### Directions:
Within the records, find every line that includes the word "canvas" and copy it.

### Collected data:
++++++++

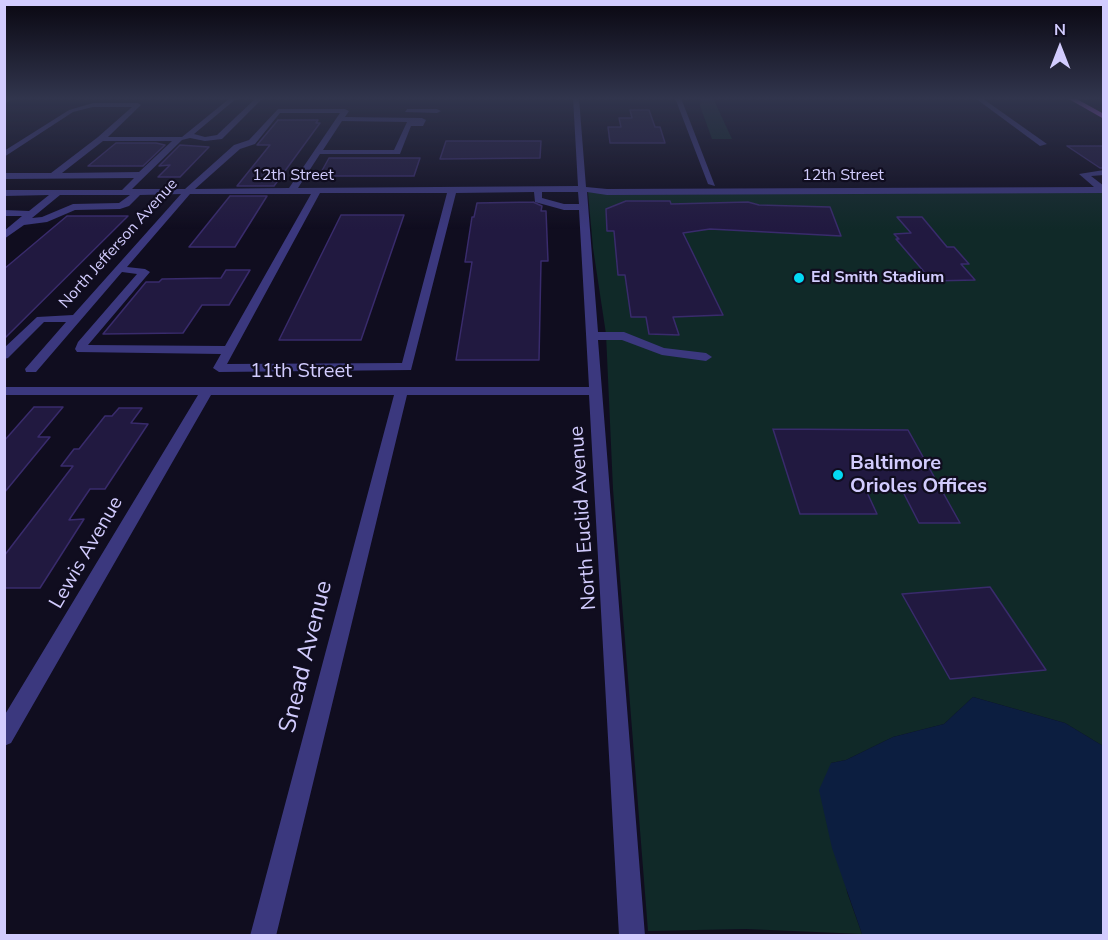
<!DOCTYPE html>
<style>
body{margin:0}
#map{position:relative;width:1108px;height:940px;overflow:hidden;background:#100d1f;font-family:"Nunito Sans",sans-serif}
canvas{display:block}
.frame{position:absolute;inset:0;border:6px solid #d2ccfe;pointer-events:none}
.north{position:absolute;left:1030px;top:18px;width:60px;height:60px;-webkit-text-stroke:4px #100d1f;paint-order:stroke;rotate:0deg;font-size:16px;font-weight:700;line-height:24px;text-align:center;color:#d2ccfe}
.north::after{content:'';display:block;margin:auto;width:21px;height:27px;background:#d2ccfe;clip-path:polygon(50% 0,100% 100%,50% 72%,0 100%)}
</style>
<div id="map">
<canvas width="1108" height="940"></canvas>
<div class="frame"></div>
<div class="north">N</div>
</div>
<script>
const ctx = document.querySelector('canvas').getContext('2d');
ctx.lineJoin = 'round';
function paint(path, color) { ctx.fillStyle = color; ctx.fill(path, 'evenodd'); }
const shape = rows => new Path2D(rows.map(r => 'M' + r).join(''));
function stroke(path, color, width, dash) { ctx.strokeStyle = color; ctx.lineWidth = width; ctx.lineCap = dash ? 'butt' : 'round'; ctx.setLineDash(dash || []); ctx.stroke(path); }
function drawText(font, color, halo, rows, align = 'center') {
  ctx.font = font + ' "Nunito Sans",sans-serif'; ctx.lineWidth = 4.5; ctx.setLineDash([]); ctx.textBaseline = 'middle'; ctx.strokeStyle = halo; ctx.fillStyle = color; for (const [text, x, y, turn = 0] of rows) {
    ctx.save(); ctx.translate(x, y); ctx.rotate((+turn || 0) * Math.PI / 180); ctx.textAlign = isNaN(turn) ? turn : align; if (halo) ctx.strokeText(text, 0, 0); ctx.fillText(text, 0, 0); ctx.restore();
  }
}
paint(shape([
 [701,98,713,98,732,139,712,139,700,106],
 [588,192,1103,193,1103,746,1065,723,973,697,944,724,893,737,846,760,831,763,847,892,862,934,746,929,648,931,613,489,606,334,593,248]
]), '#102928');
paint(shape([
 [973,697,1065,723,1103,746,1103,935,862,934,832,848,819,790,831,763,846,760,893,737,944,724]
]), '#0c1e40');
const building = shape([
 [630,110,649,110,655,127,660,127,665,143,610,143,608,127,621,127,619,118,632,118,630,110],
 [278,120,318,120,316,123,320,123,274,186,237,186,270,145,257,145,278,120],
 [446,141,541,141,540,158,440,159,446,141],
 [116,143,156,143,165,145,143,166,88,166,116,143],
 [180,145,209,147,180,177,158,177,170,165,159,166,180,145],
 [1067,146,1104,146,1104,168,1100,168,1067,146],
 [329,158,420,158,414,176,319,176,329,158],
 [230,196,267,196,235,247,189,247,230,196],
 [626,201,670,201,671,204,748,202,759,205,830,207,841,236,710,229,683,233,723,315,673,317,679,335,649,334,646,317,631,317,625,275,618,275,614,231,607,231,606,209,626,201],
 [533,202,542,206,541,211,546,211,548,261,541,261,539,360,456,360,472,262,465,262,472,217,474,217,477,203,533,202],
 [341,215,404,215,361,340,279,340,341,215],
 [67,216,128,216,4,339,4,269,67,216],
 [897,217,922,217,947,247,954,247,969,264,961,264,975,280,932,281,896,239,899,239,894,234,911,233,897,217],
 [226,270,250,270,229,305,202,305,183,333,103,334,146,282,159,282,162,279,221,278,226,270],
 [34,407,63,407,38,437,50,437,4,493,4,441,34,407],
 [119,408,142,408,131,423,148,424,105,489,90,489,69,520,84,519,40,588,4,588,4,556,73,466,61,466,74,449,79,449,105,416,112,416,119,408],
 [773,429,908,430,960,523,919,523,901,488,865,488,877,514,800,514,773,429],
 [990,587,1046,670,950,679,902,594,990,587]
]);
paint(building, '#211940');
stroke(building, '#392b6c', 1.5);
paint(shape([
 [7,98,15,98,4,104,4,99,7,98],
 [230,98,237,98,194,134,205,137,217,135,256,98,263,98,222,139,205,141,190,138,182,140,132,189,185,189,234,145,249,140,278,109,345,109,349,111,345,117,422,118,426,120,423,126,411,126,400,154,320,154,298,188,578,186,573,98,579,98,586,187,607,189,1094,187,1079,174,1104,170,1104,175,1091,176,1104,186,1104,193,607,195,587,192,598,332,624,332,664,348,706,353,712,357,706,361,662,355,622,340,598,340,645,936,619,936,589,395,407,395,276,936,250,936,394,395,211,395,11,743,4,746,4,716,198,395,4,395,4,387,589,387,579,210,564,210,535,202,534,192,456,193,411,370,219,372,213,368,221,354,77,352,75,349,78,342,137,274,122,272,36,372,26,372,25,369,66,322,44,322,8,358,4,359,4,348,37,317,73,315,181,194,140,195,129,206,120,209,75,210,47,222,24,225,4,239,4,231,22,216,4,216,4,210,29,211,49,195,4,196,4,190,122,190,134,178,4,179,4,173,51,173,98,137,132,107,93,107,73,112,4,157,4,151,69,110,93,103,138,103,141,105,108,137,182,137,230,98],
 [280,113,340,113,289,188,195,189,240,149,255,144,280,113],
 [342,121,407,122,394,150,323,150,342,121],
 [103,141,172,141,139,172,62,173,103,141],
 [542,192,578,192,579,204,564,204,542,198,542,192],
 [320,193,447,193,402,363,227,364,320,193],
 [190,194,311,194,225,346,88,345,150,272,145,269,127,267,190,194],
 [60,195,130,195,119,203,73,204,42,217,32,218,60,195],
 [675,98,681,98,715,186,708,184,675,98],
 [975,98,982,98,1047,144,1040,146,975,98],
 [407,109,437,109,441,111,437,113,405,112,407,109]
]), '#3b387e');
paint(shape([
 [1067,98,1075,98,1104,114,1104,119,1067,98]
]), '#bf54fd');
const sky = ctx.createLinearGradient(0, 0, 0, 229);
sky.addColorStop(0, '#090711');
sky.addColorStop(0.43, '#31354d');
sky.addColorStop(1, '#31354d00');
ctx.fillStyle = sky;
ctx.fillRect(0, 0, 1108, 229);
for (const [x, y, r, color] of [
 [799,278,6,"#03d9f3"],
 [838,475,6,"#03d9f3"]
]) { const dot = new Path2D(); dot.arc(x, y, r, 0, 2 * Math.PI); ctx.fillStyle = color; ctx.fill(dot); stroke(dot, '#100d1f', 2); }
drawText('16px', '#d2ccfe', '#100d1f', [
 ["12th Street",293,176],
 ["12th Street",843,176],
 ["North Jefferson Avenue",119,244,-48]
]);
drawText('bold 16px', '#d2ccfe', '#100d1f', [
 ["Ed Smith Stadium",811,278]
], 'left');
drawText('20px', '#d2ccfe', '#100d1f', [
 ["11th Street",301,372],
 ["North Euclid Avenue",584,518,-94],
 ["Lewis Avenue",87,553,-60]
]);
drawText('bold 20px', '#d2ccfe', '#100d1f', [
 ["Baltimore",850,464],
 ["Orioles Offices",850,487]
], 'left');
drawText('24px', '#d2ccfe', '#100d1f', [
 ["Snead Avenue",307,657,-76]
]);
</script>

++++++++

### Result for this exercise:
canvas{display:block}
<canvas width="1108" height="940"></canvas>
const ctx = document.querySelector('canvas').getContext('2d');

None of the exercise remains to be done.